--- Exercise materials ---
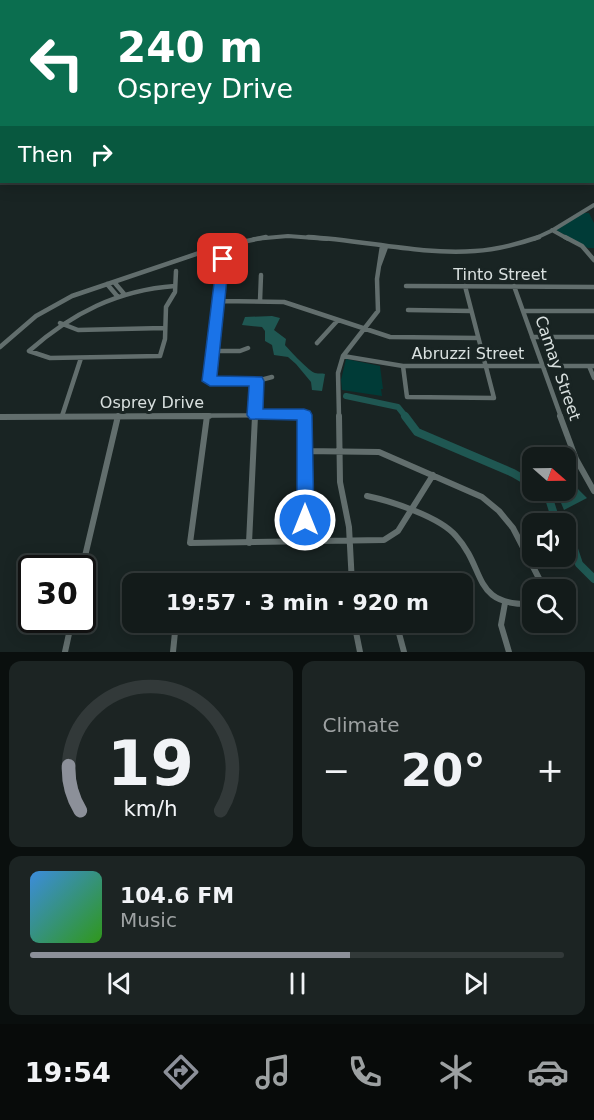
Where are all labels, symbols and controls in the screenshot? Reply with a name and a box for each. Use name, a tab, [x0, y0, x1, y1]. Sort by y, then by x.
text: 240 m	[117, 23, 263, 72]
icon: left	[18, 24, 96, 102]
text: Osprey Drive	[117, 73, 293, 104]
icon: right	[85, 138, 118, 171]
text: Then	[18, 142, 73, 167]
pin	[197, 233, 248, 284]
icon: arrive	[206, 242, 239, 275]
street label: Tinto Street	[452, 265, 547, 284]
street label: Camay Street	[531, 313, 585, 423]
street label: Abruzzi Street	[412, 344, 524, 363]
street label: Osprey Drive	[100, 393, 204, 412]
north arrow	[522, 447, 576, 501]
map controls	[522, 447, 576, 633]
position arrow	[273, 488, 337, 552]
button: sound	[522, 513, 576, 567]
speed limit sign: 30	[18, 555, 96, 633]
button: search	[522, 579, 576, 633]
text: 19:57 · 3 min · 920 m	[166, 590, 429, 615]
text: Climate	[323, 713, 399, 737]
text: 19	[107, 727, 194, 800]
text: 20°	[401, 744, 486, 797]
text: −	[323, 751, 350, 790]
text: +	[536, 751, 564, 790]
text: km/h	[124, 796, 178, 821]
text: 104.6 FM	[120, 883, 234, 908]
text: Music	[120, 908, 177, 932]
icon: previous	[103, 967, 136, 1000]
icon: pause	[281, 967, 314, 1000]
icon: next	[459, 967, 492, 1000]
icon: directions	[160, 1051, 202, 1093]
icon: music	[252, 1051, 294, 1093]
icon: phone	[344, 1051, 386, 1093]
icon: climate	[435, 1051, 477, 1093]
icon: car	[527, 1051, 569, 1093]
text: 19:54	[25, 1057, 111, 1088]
---
Assignment: Check each line of the data above for the string "button" and report only how many lines have it.

Answer section: 2